Why radioactive isotopes?
You can easily fact check why radioactive isotopes is used by examining the linked well-known sources.
Radioactive isotopes of meitnerium have been produced in laboratory conditions.
Technetium has no stable isotopes, as all of its isotopes are radioactive.
There are more than forty radioactive isotopes of xenon.
As many as thirty-three radioactive isotopes have also been produced.
The unstable nature of the radioactive isotopes also makes it an unappealing, prohibitively expensive source of rhodium.
When radioactive isotopes decay?
The aritifical radioactive isotope Sr-89 is used to treat bone cancer.
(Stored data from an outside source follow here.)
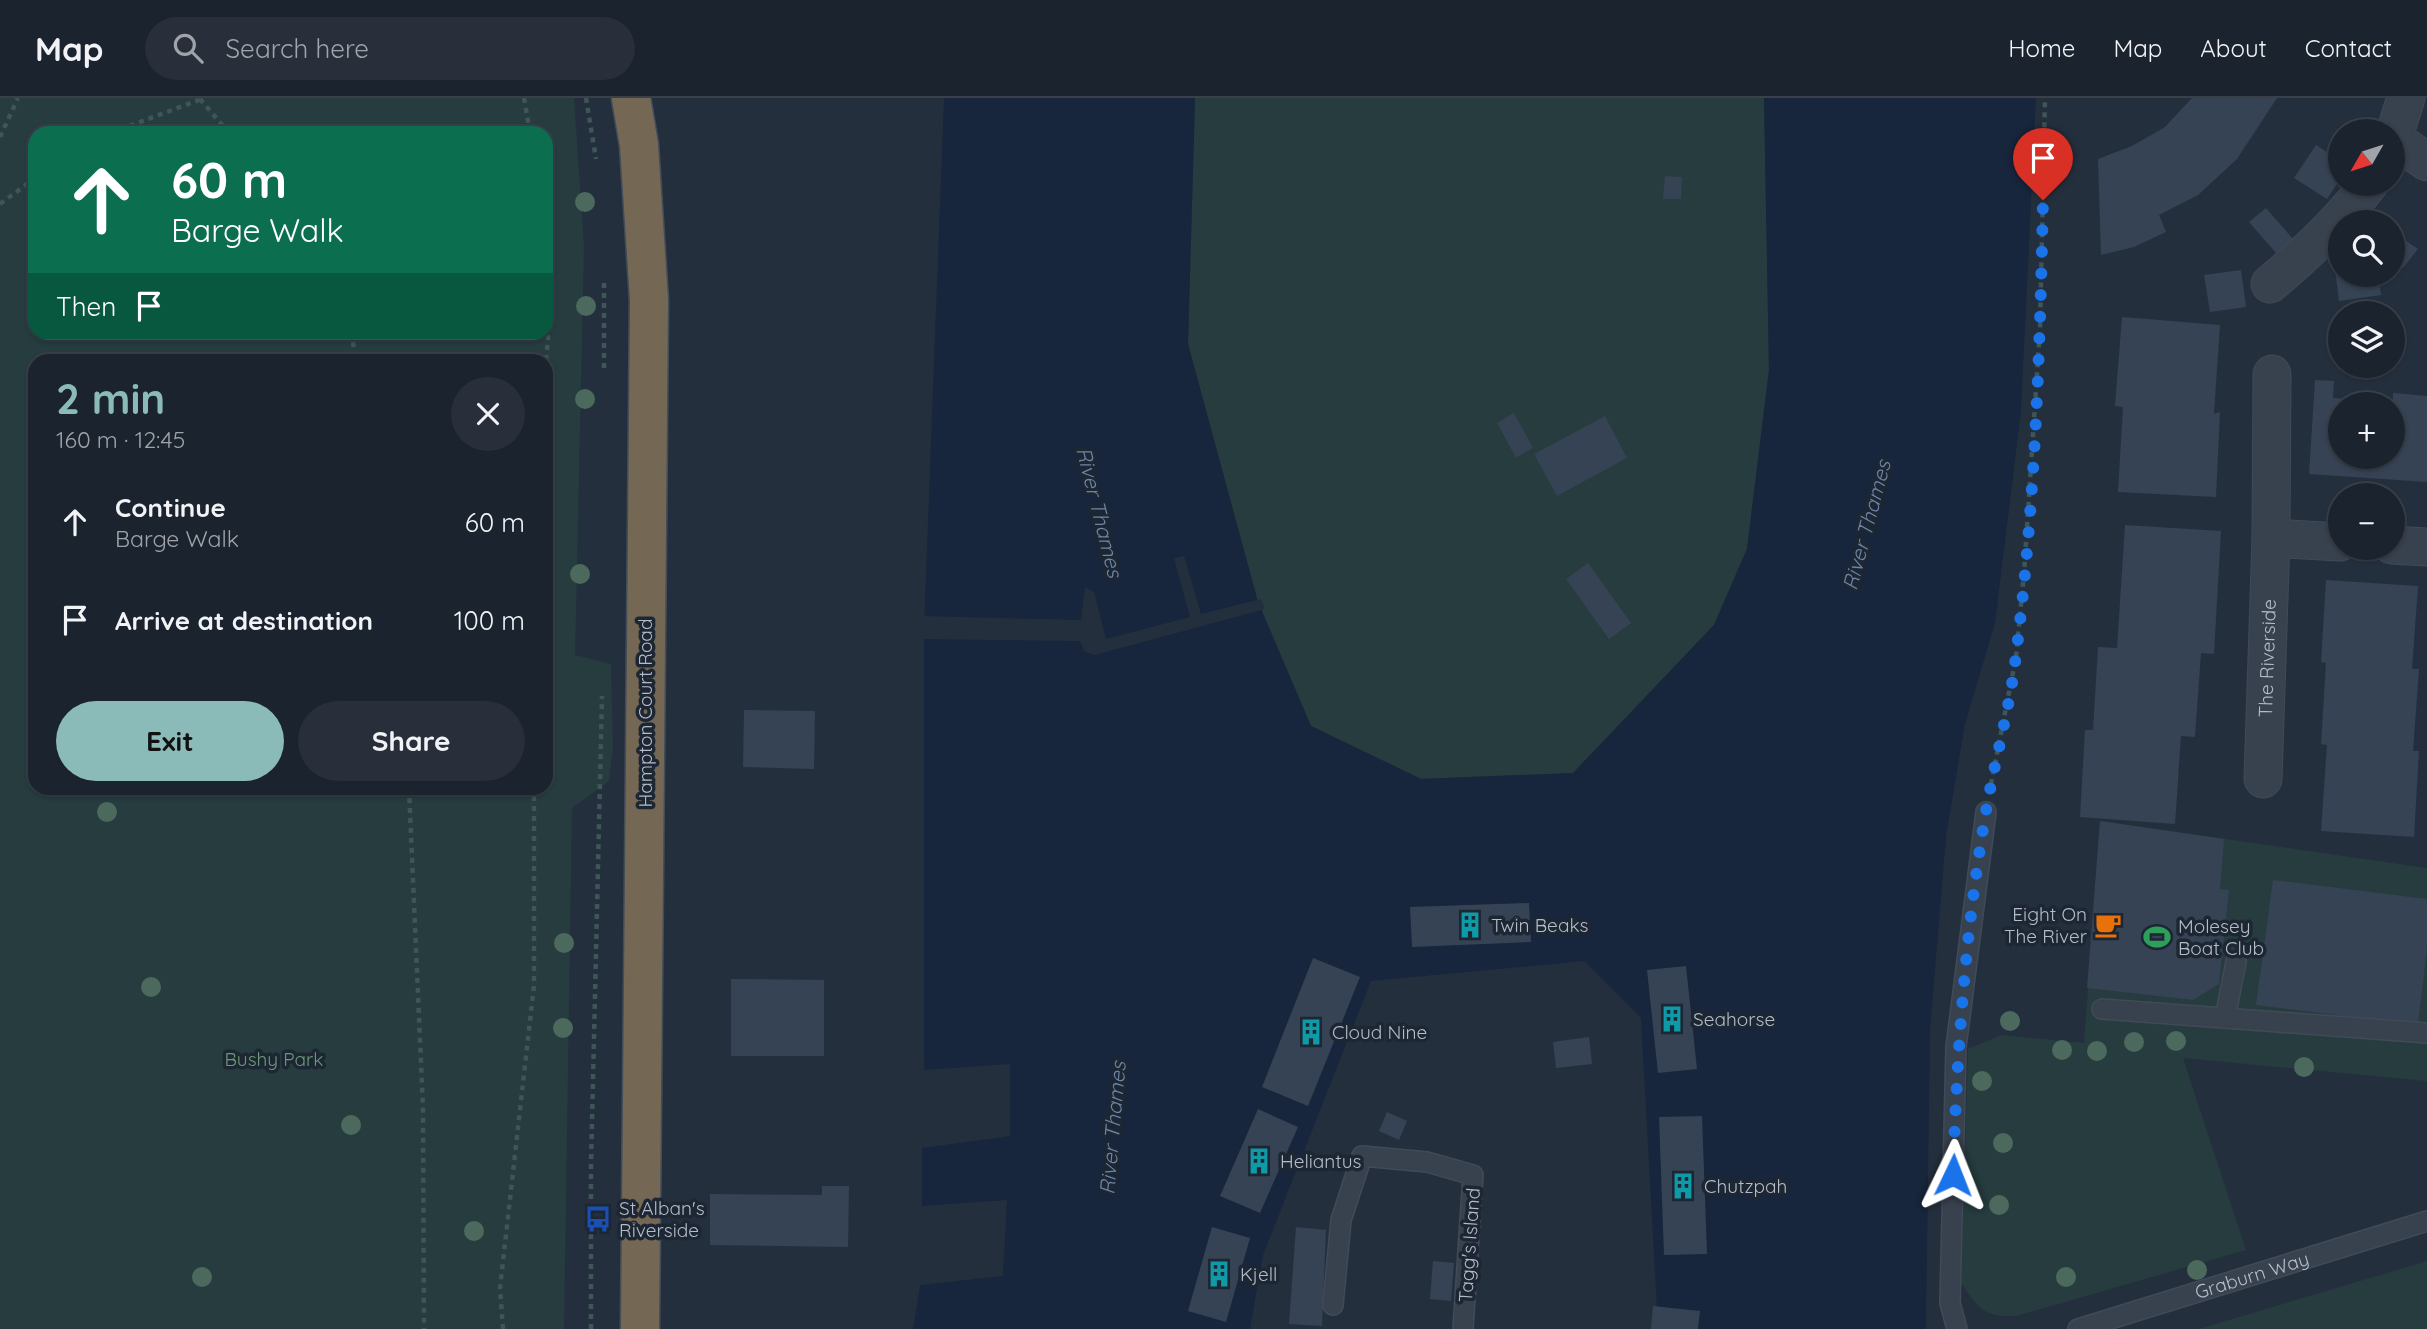 <!DOCTYPE html>
<meta charset="utf-8">
<style>
body{margin:0;font-family:Quicksand,sans-serif;background:#282f3a;color:#f1f3f6;height:100vh;display:flex;flex-direction:column;font-size:26px;white-space:nowrap}
*{box-sizing:border-box;margin:0}
p{font-size:23px;color:#a0a4aa}
.icon{flex:none;width:38px;height:38px;fill:none;stroke:currentColor;stroke-width:2;stroke-linecap:round;stroke-linejoin:round}
.map{position:relative;flex:1;overflow:hidden}
.sheet{position:absolute;left:28px;top:256px;width:525px;height:441px;display:flex;flex-direction:column;background:#1b232e;border-radius:21px;box-shadow:0 2px 5px #0004,0 0 0 2px #39404a}
.sheet>*{flex:none}
.hud{position:absolute;left:28px;top:28px;width:525px;height:214px;border-radius:21px;box-shadow:0 2px 5px #0004,0 0 0 2px #39404a;background:#0b6e4f;color:#fff;overflow:hidden}
.needle{width:46px;rotate:231deg}
.tools{position:absolute;left:2328px;top:21px;display:grid;gap:14px}
.tools a{display:grid;place-items:center;width:77px;height:77px;border-radius:50%;background:#1b232e;box-shadow:0 2px 5px #0004,0 0 0 2px #39404a;font-size:35px}
.pin{position:absolute;display:grid;place-items:center;width:60px;height:60px;color:#fff;margin:-72px -30px;border-radius:50% 50% 50% 0;rotate:-45deg;box-shadow:0 0 7px #0007}
.pin .icon{rotate:45deg}
.me{position:absolute;width:77px;margin:-38px;rotate:2deg;stroke-linejoin:round;filter:drop-shadow(0 0 5px #0008)}
.turn{display:flex;align-items:center;gap:24px;height:147px;padding:0 28px;font-size:32px}
.turn .icon{width:91px;height:91px;stroke-width:2.5}
.turn b{display:block;font-size:49px;line-height:60px}
.then{display:flex;align-items:center;height:66px;padding:0 28px;background:#0003;gap:14px;font-size:26px}
.round{display:grid;place-items:center;flex:none;width:74px;height:74px;border-radius:37px;background:#282f3a}
.summary{display:flex;align-items:center;justify-content:space-between;height:119px;padding:0 28px}
h1{font-size:42px;font-weight:800;line-height:52px;color:#8bbbb9}
.button{display:flex;gap:14px;margin-top:auto;padding:14px 28px}
.button a{flex:1;height:80px;border-radius:42px;background:#8bbbb9;color:#111;font-size:28px;font-weight:800;line-height:80px;text-align:center}
.button a+a{background:#282f3a;color:#f1f3f6}
ul{padding:0;list-style:none}
li{display:flex;align-items:center;gap:21px;height:98px;padding:0 28px}
li div{flex:1}
li b{display:block;font-size:26px}
li em{font-style:normal}
header{display:flex;align-items:center;gap:42px;box-sizing:border-box;height:98px;padding:0 35px;background:#1b232e;border-bottom:2px solid #39404a}
header strong{font-size:33px}
nav{display:flex;gap:38px;margin-inline-start:auto;font-size:24px}
.search{width:490px;height:63px;background:#282f3a;display:flex;align-items:center;gap:18px;box-sizing:border-box;padding:0 24px;border-radius:38px;color:#a0a4aa;font-size:26px}
.map>svg:first-child{display:block}
.green{fill:#263c3f;fill-rule:evenodd}
.water{fill:#17263c}
.pier{fill:#242f3e}
.building{fill:#364354}
.lines{fill:none;stroke-linecap:round;stroke-linejoin:round}
.lane-casing{stroke:#414a57;stroke-width:22}
.street-casing{stroke:#414a57;stroke-width:39}
.highway-casing{stroke:#434c59;stroke-width:41}
.path{stroke:#3f5557;stroke-width:4.5;stroke-dasharray:5 5;stroke-linecap:butt}
.lane{stroke:#38414e;stroke-width:19}
.street{stroke:#38414e;stroke-width:37}
.highway{stroke:#746855;stroke-width:38}
.tree{fill:#4b6a5d}
.route{stroke:#1a73e8;stroke-width:12;stroke-dasharray:0 21.6}
.labels{text-anchor:middle;dominant-baseline:central;stroke-width:7;stroke-linejoin:round;paint-order:stroke}
.street-label{font-size:19px;fill:#b4bcc9;stroke:#1d2633}
.poi-label{font-size:19px;fill:#b4bcc9;stroke:#1d2633;text-anchor:start}
.park-label{font-size:19px;fill:#6b9a76;stroke:#1d2633}
.water-label{font-size:21px;font-style:italic;fill:#6d86a8;stroke:#1d2633}
</style>
<header>
<strong>Map</strong>
<div class="search"><svg class="icon" aria-label="search" viewBox="0 0 24 24"><circle cx="10" cy="10" r="6"/><path d="M15 15l6 6"/></svg>Search here</div>
<nav><a>Home</a><a>Map</a><a>About</a><a>Contact</a></nav>
</header>
<div class="map">
<svg width="2427" height="1231" viewBox="0 0 2427 1231">
<rect width="100%" height="100%" fill="#242f3e"/>
<path class="green" d="M0 0H574L584 149 575 557 611 566 613 649 609 683 572 710 564 1231H0ZM35 35H546V234H35ZM35 262H546V690H35Z
M1195 0H1764L1769 272 1747 451 1714 527 1573 675 1421 681 1311 628 1258 504 1188 246Z
M2100 723 2427 770V983L2183 960 2246 1152 2016 1218C1983 1219 1980 1212 1961 1185L1968 951 2001 937 2084 945Z
M2427 1163V1231H2199Z"/>
<path class="water" d="M944 0H1195L1188 246 1258 504 1311 628 1421 681 1573 675 1714 527 1747 451 1769 272 1764 0H2036L2021 313 2013 379 1995 525 1965 626 1946 739 1930 932 1926 1231H1658L1641 920 1584 863 1371 883 1263 1157 1250 1231H913L920 1187 1003 1178 1007 1102 922 1108V1050L1010 1038V966L924 972V528Z"/>
<path class="pier" d="M1184 458 1201 516 1261 501 1265 511 1095 557 1085 554 1080 543 921 541V518L1081 522 1085 489 1094 494 1106 541 1190 519 1174 460Z"/>
<path class="building" d="M2192 0H2277L2237 61 2198 97 2159 117 2166 134 2134 149 2101 157 2098 61 2132 48 2165 29Z
M2316 47 2340 63V81L2327 101 2294 80Z
M1665 78 1682 79 1681 101H1663Z
M2266 110 2293 141 2276 155 2249 124Z
M2396 136 2418 151 2403 170 2392 163V141Z
M2332 147H2340V177H2378L2381 197 2339 203Z
M2241 172 2246 209 2210 214 2204 177Z
M2122 219 2220 227 2214 316 2220 314 2216 399 2118 394 2123 309 2115 308Z
M2315 282 2334 283 2333 300 2391 304 2340 306V359H2392L2393 295 2427 298V384L2309 376Z
M1514 315 1533 350 1516 360 1497 325Z
M1605 318 1627 360 1557 398 1534 356Z
M2125 427 2221 433 2214 556 2201 555 2195 639 2181 638 2175 726 2080 719 2085 632H2093L2098 549 2117 550Z
M1588 465 1631 525 1609 541 1566 481Z
M2326 482 2418 488 2412 571H2419L2413 653H2419L2414 739 2321 733 2327 647 2321 646 2326 565 2321 564Z
M744 612 815 613 814 671 743 669Z
M2100 723 2224 741 2220 791 2229 792 2219 886 2193 902 2087 890Z
M2273 782 2427 801V850L2418 927 2256 907Z
M1529 805 1531 844 1412 849 1410 809Z
M1313 860 1360 879 1308 1008 1262 989Z
M1686 868 1697 971 1658 975 1647 872Z
M731 881 824 882V958H731Z
M1589 939 1592 966 1556 970 1553 944Z
M1258 1011 1298 1029 1260 1115 1220 1098Z
M1387 1014 1407 1023 1399 1042 1379 1033Z
M1702 1018 1707 1156 1664 1157 1659 1019Z
M822 1088H849L848 1149 710 1147V1096L822 1097Z
M1212 1129 1250 1140 1226 1224 1188 1213Z
M1296 1129 1326 1132 1322 1228 1289 1226Z
M1433 1163 1454 1165 1451 1203 1430 1201Z
M1653 1208 1700 1213 1698 1231H1651Z"/>
<g class="lines">
<g class="lane-casing">
<g id="lane">
<path d="M2102 911 2427 935"/>
<path d="M2225 920 2236 864"/>
<path d="M1333 1207 1341 1122 1362 1058 1427 1064 1473 1077 1463 1231"/>
<path d="M1957 1231 1950 1205 1956 949 1986 714"/>
<path id="s1" d="M2078 1231 2427 1123"/>
</g>
</g>
<g class="street-casing">
<g id="street">
<path d="M2394 41 2427 64"/>
<path d="M2392 44 2406 0"/>
<path d="M2270 186C2307 155 2340 124 2369 86"/>
<path d="M2271 440 2272 276"/>
<path d="M2392 447 2427 449"/>
<path id="s2" d="M2263 681 2271 440 2340 444"/>
</g>
</g>
<g class="highway-casing">
<path id="highway" d="M631 0 639 47 649 202 640 1231"/>
</g>
<path class="path" d="M524 0 530 35
M586 0 596 61
M200 1 229 35
M111 35 204 0
M0 39 18 0
M0 106 35 80
M604 185V271
M352 234 355 262
M546 262 548 241 546 186
M1991 686 2016 559 2024 475 2040 230 2045 0
M409 690 423 1011 424 1231
M503 1231 500 1190 534 887V690
M591 1231V1068L602 598"/>
<use href="#lane" class="lane"/>
<use href="#street" class="street"/>
<use href="#highway" class="highway"/>
</g>
<g class="tree">
<circle cx="585" cy="104" r="10"/>
<circle cx="586" cy="208" r="10"/>
<circle cx="585" cy="301" r="10"/>
<circle cx="580" cy="476" r="10"/>
<circle cx="107" cy="714" r="10"/>
<circle cx="564" cy="845" r="10"/>
<circle cx="151" cy="889" r="10"/>
<circle cx="2010" cy="923" r="10"/>
<circle cx="563" cy="930" r="10"/>
<circle cx="2176" cy="943" r="10"/>
<circle cx="2134" cy="944" r="10"/>
<circle cx="2062" cy="952" r="10"/>
<circle cx="2097" cy="953" r="10"/>
<circle cx="2304" cy="969" r="10"/>
<circle cx="1982" cy="983" r="10"/>
<circle cx="351" cy="1027" r="10"/>
<circle cx="2003" cy="1045" r="10"/>
<circle cx="1999" cy="1107" r="10"/>
<circle cx="474" cy="1133" r="10"/>
<circle cx="2197" cy="1172" r="10"/>
<circle cx="202" cy="1179" r="10"/>
<circle cx="2066" cy="1179" r="10"/>
</g>
<g class="lines">
<path class="route" d="M1953 1077C1957 954 1965 835 1986 713 1995 661 2010 610 2016 557 2035 407 2040 254 2043 102"/>
</g>
<defs>
<g id="building-bare" transform="scale(2.1)"><path d="M-4-6H4V6H1V3H-1V6H-4ZM-2.5-4.3h1.7v1.8h-1.7ZM.8-4.3h1.7v1.8H.8ZM-2.5-1h1.7V.8h-1.7ZM.8-1h1.7V.8H.8Z" fill="#0f9aa8" stroke="#1d2633" stroke-width="2.5" paint-order="stroke"/></g>
<g id="cafe-bare" transform="scale(2.1)"><path d="M-5.5-4.5H6V0H3Q3 3.5 0 3.5H-2.5Q-5.5 3.5-5.5 0ZM3-3.2v2h1.7v-2ZM-6 4.5H4V6H-6Z" fill="#e8710a" stroke="#1d2633" stroke-width="2.5" paint-order="stroke"/></g>
<g id="stadium-bare" transform="scale(2.1)"><path d="M0-5a6.5 5 0 1 0 0 10a6.5 5 0 1 0 0-10ZM-3.5-1.8h7v3.6h-7Z" fill="#2e9e5b" stroke="#1d2633" stroke-width="2.5" paint-order="stroke"/></g>
<g id="bus-bare" transform="scale(2.1)"><path d="M-5-6H5V4H4V6H2V4H-2V6H-4V4H-5ZM-3.5-4V0h7V-4ZM-3.5 1.2v1.5H-2V1.2ZM2 1.2v1.5H3.5V1.2Z" fill="#1a4fb4" stroke="#1d2633" stroke-width="2.5" paint-order="stroke"/></g>
</defs>
<g fill-rule="evenodd">
<use href="#building-bare" x="1470" y="827"/>
<use href="#cafe-bare" x="2108" y="827"/>
<use href="#stadium-bare" x="2157" y="839"/>
<use href="#building-bare" x="1672" y="921"/>
<use href="#building-bare" x="1311" y="934"/>
<use href="#building-bare" x="1259" y="1063"/>
<use href="#building-bare" x="1683" y="1088"/>
<use href="#bus-bare" x="598" y="1121"/>
<use href="#building-bare" x="1219" y="1176"/>
</g>
<g class="labels">
<g class="street-label">
<text stroke="none"><textPath href="#s2" startOffset="121">The Riverside</textPath></text>
<text transform="translate(645 615) rotate(-90)">Hampton Court Road</text>
<text transform="translate(1469 1147) rotate(-86)">Tagg's Island</text>
<text stroke="none"><textPath href="#s1" startOffset="182">Graburn Way</textPath></text>
</g>
<g class="poi-label">
<text x="2087" y="816" text-anchor="end">Eight On<tspan x="2087" dy="22">The River</tspan></text>
<text x="1491" y="827">Twin Beaks</text>
<text x="2178" y="828">Molesey<tspan x="2178" dy="22">Boat Club</tspan></text>
<text x="1693" y="921">Seahorse</text>
<text x="1332" y="934">Cloud Nine</text>
<text x="1280" y="1063">Heliantus</text>
<text x="1704" y="1088">Chutzpah</text>
<text x="619" y="1110">St Alban's<tspan x="619" dy="22">Riverside</tspan></text>
<text x="1240" y="1176">Kjell</text>
</g>
<g class="park-label">
<text x="274" y="961">Bushy Park</text>
</g>
<g class="water-label">
<text transform="translate(1100 414) rotate(76)">River Thames</text>
<text transform="translate(1866 427) rotate(-75)">River Thames</text>
<text transform="translate(1112 1030) rotate(-85)">River Thames</text>
</g>
</g>
</svg>
<div class="tools">
<a><svg class="needle" viewBox="-14 -14 28 28"><path d="M0-13l5 13h-10z" fill="#e53935"/><path d="M0 13l5-13h-10z" fill="#a0a4aa"/></svg></a>
<a><svg class="icon" aria-label="search" viewBox="0 0 24 24"><circle cx="10" cy="10" r="6"/><path d="M15 15l6 6"/></svg></a>
<a><svg class="icon" aria-label="layers" viewBox="0 0 24 24"><path d="M12 4l9 5-9 5-9-5zM3 14l9 5 9-5"/></svg></a>
<a>+</a>
<a>−</a>
</div>
<div class="pin" style="left:2043px;top:102px;background:#d93025"><svg class="icon" aria-label="arrive" viewBox="0 0 24 24"><path d="M6 21V4h12l-3 4 3 4H6"/></svg></div>
<svg class="me" style="left:1953px;top:1077px" viewBox="-20 -20 40 40"><path d="M0-17L14 15 0 8-14 15z" fill="#1a73e8" stroke="#fff" stroke-width="4"/></svg>
<div class="hud">
<div class="turn"><svg class="icon" aria-label="ahead" viewBox="0 0 24 24"><path d="M12 20V5M6 11l6-6 6 6"/></svg><div><b>60 m</b>Barge Walk</div></div>
<div class="then">Then<svg class="icon" aria-label="arrive" viewBox="0 0 24 24"><path d="M6 21V4h12l-3 4 3 4H6"/></svg></div>
</div>
<section class="sheet">
<div class="summary"><div><h1>2 min</h1><p>160 m · 12:45</p></div><a class="round"><svg class="icon" aria-label="close" viewBox="0 0 24 24"><path d="M6 6l12 12M18 6L6 18"/></svg></a></div>
<ul>
<li><svg class="icon" aria-label="ahead" viewBox="0 0 24 24"><path d="M12 20V5M6 11l6-6 6 6"/></svg><div><b>Continue</b><p>Barge Walk</p></div><em>60 m</em></li>
<li><svg class="icon" aria-label="arrive" viewBox="0 0 24 24"><path d="M6 21V4h12l-3 4 3 4H6"/></svg><div><b>Arrive at destination</b></div><em>100 m</em></li>
</ul>
<div class="button"><a>Exit</a><a>Share</a></div>
</section>
</div>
How radioactive isotopes are made?
Officials behind the first atomic bomb didn't know there was radioactive fallout contamination across the U.S. until Kodak stumbled across iodine 131 (a radioactive isotope) found in corn husks they use to pack their product
Most of praseodymium's radioactive isotopes have half-lives of less than ten minutes.
There are nineteen known radioactive isotopes of chromium.
All of lawrencium's isotopes are radioactive, and the most stable of its isotopes is Lr-262.
Due to the radioactive nature of hassium's isotopes and the rate of decay, no primordial hassium is thought to exist on Earth.